El resultado es el delito como objeto de una investigación estricta que se aborda desde los principios del método científico

Según Arthur Conan Doyle, desde el principio la idea era que Holmes fuera una personificación de lo científico, un ideal al que aspirar aunque nunca llegáramos a emularlo por completo (después de todo, ¿no está un ideal siempre un poco más allá de nuestro alcance?). El nombre mismo de Holmes nos revela una intención que va más allá del mundo del crimen: es muy probable que Conan Doyle lo eligiera en homenaje a uno de los ídolos de su infancia, el médico y filósofo Oliver Wendell Holmes, un personaje conocido tanto por sus escritos como por sus contribuciones a la medicina. Pero el carácter del detective estaba basado en otro conocido de Conan Doyle, el profesor Joseph Bell, famoso por su gran capacidad de observación. Se decía de él que había advertido de una sola mirada que un paciente era un suboficial recién licenciado de un regimiento escocés destinado en Barbados, y que comprobaba rutinariamente la capacidad de percepción de sus estudiantes con métodos que incluían la experimentación con sustancias tóxicas, algo que sonará muy familiar a los fans de Holmes. De hecho, Conan Doyle escribió a Bell: «En torno al eje de deducción, inferencia y observación que he oído que usted inculca, he creado un personaje que lo lleva hasta el extremo y, en ocasiones, incluso más allá». Es aquí, en la observación, la inferencia y la deducción, donde encontramos el núcleo de lo que hace que Holmes sea quien es, un detective distinto de cualquier otro anterior o posterior a él: el detective que elevó el arte de la investigación policial a la categoría de una ciencia exacta.

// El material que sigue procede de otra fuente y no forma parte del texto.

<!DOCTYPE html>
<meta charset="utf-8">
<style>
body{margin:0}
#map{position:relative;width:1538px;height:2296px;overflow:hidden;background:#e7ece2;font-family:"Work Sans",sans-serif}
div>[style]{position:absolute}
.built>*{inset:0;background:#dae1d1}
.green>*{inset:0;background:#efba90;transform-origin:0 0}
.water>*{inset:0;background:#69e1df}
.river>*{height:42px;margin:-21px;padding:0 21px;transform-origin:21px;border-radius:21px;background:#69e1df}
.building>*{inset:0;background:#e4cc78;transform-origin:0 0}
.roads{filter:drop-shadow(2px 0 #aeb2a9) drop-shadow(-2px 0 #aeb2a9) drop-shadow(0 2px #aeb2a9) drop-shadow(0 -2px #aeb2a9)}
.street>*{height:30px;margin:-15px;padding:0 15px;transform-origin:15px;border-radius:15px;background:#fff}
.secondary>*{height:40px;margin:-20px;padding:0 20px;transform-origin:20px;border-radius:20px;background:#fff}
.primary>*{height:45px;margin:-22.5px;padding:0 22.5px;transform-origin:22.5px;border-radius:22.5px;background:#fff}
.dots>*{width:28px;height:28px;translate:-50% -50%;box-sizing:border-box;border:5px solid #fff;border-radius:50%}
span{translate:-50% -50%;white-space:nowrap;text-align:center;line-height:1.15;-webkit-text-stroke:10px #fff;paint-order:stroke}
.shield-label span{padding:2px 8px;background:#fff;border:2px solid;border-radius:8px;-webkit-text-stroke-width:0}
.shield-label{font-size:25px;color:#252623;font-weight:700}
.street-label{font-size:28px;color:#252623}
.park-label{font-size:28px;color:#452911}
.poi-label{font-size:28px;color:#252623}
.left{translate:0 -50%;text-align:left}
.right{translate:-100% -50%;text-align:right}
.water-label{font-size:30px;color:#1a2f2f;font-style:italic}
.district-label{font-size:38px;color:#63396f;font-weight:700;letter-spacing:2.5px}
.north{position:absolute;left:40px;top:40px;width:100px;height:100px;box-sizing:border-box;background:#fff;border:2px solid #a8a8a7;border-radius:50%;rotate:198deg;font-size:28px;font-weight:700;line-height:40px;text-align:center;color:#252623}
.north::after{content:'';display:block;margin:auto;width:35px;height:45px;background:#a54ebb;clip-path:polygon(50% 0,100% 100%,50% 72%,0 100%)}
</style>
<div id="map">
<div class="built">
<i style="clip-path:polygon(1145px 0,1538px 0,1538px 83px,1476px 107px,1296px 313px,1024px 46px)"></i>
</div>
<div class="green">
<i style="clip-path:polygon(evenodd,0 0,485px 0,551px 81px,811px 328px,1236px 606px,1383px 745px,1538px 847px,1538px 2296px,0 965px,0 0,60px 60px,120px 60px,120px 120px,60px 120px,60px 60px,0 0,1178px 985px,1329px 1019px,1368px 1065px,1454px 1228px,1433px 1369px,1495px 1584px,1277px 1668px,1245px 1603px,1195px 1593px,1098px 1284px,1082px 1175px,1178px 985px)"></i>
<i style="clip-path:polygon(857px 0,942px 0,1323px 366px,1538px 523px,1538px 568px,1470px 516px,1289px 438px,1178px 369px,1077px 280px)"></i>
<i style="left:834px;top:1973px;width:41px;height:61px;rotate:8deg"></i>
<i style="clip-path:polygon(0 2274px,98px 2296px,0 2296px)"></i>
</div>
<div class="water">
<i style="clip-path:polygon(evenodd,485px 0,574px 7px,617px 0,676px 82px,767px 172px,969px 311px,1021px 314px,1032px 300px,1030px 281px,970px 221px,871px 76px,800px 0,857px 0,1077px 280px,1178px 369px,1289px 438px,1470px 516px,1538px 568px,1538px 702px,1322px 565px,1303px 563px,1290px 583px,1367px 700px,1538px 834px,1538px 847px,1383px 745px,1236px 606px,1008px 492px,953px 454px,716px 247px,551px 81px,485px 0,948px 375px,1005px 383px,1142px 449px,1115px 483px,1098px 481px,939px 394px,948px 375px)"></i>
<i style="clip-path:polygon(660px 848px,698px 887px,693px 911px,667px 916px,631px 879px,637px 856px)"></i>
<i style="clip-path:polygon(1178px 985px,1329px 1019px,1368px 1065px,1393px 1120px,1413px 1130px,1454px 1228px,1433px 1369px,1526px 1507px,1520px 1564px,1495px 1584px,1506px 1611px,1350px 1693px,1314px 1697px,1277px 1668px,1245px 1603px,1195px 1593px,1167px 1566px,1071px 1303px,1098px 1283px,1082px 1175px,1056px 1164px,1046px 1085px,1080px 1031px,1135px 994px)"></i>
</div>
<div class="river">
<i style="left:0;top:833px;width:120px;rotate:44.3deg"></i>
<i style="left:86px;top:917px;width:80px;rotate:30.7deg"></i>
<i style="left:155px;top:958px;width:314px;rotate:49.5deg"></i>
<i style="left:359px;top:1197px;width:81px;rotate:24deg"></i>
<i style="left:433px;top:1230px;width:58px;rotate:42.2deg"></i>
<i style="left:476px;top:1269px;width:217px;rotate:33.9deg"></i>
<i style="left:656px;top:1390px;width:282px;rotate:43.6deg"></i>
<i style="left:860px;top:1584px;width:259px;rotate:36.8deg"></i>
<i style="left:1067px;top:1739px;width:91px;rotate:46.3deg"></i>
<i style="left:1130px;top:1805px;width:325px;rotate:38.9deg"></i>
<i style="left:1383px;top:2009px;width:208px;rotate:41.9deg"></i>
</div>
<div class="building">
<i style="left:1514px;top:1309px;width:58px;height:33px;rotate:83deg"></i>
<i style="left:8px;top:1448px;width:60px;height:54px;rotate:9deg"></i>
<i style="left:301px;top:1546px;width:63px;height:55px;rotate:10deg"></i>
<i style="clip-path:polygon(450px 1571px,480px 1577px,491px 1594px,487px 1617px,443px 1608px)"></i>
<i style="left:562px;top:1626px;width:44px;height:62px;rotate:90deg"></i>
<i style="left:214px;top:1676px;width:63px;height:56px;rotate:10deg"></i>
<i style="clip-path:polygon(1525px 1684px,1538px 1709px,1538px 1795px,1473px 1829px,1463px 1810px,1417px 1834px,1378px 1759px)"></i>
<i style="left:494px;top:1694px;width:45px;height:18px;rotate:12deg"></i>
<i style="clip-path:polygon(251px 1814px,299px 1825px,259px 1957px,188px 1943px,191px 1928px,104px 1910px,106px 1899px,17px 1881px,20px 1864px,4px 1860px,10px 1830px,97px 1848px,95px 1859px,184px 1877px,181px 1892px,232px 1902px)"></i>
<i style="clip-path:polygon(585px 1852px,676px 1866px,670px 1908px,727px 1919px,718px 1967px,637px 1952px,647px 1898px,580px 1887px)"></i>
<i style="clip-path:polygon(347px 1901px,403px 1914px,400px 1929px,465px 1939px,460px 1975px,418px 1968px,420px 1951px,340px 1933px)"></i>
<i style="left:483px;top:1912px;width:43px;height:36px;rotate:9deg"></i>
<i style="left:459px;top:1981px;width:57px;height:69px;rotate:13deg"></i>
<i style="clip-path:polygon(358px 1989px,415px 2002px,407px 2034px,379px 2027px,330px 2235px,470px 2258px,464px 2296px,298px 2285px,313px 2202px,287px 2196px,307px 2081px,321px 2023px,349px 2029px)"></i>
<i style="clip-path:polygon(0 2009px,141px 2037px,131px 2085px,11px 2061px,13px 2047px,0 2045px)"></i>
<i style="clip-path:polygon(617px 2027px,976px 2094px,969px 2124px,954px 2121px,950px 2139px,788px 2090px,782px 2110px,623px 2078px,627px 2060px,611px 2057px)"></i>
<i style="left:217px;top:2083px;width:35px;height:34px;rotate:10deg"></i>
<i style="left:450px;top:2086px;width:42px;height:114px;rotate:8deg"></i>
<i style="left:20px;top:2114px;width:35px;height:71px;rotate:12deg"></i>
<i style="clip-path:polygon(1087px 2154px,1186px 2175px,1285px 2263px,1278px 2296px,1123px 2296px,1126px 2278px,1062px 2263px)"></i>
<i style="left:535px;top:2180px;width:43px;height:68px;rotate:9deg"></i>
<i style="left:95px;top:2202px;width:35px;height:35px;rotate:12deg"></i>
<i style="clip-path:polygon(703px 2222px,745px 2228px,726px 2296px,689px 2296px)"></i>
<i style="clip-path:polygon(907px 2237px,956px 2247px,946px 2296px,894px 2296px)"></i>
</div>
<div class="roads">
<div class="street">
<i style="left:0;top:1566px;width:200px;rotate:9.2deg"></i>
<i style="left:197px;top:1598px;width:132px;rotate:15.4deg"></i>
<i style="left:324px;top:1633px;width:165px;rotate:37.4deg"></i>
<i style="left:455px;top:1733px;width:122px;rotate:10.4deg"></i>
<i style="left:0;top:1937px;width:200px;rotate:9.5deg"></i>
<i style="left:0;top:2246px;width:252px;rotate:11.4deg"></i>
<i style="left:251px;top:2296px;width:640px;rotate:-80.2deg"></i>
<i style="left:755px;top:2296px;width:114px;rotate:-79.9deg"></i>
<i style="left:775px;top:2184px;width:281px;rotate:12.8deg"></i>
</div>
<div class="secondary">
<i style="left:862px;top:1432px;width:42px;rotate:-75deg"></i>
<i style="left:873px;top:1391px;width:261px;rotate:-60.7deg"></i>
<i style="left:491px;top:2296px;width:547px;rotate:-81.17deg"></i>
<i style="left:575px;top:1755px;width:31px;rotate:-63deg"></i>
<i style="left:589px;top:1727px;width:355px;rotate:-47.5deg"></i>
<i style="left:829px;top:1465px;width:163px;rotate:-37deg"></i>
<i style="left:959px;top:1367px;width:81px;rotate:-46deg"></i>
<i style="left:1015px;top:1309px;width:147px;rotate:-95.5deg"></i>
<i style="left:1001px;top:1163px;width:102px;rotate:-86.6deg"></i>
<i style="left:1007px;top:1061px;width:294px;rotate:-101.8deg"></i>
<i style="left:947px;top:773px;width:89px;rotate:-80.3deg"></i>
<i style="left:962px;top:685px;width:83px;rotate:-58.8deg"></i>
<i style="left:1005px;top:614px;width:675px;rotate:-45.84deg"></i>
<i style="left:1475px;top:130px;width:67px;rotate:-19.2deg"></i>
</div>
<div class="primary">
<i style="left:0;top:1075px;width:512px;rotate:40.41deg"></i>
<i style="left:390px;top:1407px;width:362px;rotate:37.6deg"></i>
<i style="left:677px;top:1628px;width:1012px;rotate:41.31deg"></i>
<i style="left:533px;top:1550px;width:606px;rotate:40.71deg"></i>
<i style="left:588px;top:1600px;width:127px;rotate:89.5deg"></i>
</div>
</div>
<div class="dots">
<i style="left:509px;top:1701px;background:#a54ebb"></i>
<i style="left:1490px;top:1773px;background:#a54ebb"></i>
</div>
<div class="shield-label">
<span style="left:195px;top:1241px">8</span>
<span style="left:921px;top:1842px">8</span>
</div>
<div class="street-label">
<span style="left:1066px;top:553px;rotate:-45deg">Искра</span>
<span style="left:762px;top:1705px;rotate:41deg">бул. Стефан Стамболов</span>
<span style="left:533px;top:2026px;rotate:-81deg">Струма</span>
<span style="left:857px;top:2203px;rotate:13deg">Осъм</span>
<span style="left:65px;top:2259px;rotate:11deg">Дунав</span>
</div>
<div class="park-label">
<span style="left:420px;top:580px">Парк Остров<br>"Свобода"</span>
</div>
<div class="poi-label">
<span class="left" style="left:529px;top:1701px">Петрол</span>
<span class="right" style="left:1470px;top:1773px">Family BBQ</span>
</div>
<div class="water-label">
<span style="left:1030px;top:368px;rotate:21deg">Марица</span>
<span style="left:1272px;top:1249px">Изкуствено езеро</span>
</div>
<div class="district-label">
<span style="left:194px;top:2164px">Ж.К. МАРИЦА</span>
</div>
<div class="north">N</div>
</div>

Conocemos por primera vez el método por excelencia de Sherlock Holmes en Estudio en escarlata, la primera novela donde aparece el detective. Pronto descubrimos que Holmes no ve los casos como los ven en Scotland Yard –unos delitos, unos hechos y algún sospechoso que llevar ante la justicia– porque en ellos ve algo más y algo menos al mismo tiempo. «Más» en el sentido de que los casos cobran un significado más general, como objetos de especulación e investigación en su sentido más amplio, como enigmas científicos, por decirlo así. Presentan unos contarnos que, inevitablemente, ya se han visto en casos anteriores y que, sin duda, se volverán a presentar, unos principios generales que se pueden aplicar a otros casos que a primera vista no parecen guardar relación. Y «menos» en el sentido de despojarlos de emociones o conjeturas –es decir, de elementos ajenos a la claridad del pensamiento– y darles un carácter objetivo, tan objetivo como pueda ser una realidad no científica. El resultado es el delito como objeto de una investigación estricta que se aborda desde los principios del método científico poniendo a su servicio la mente humana.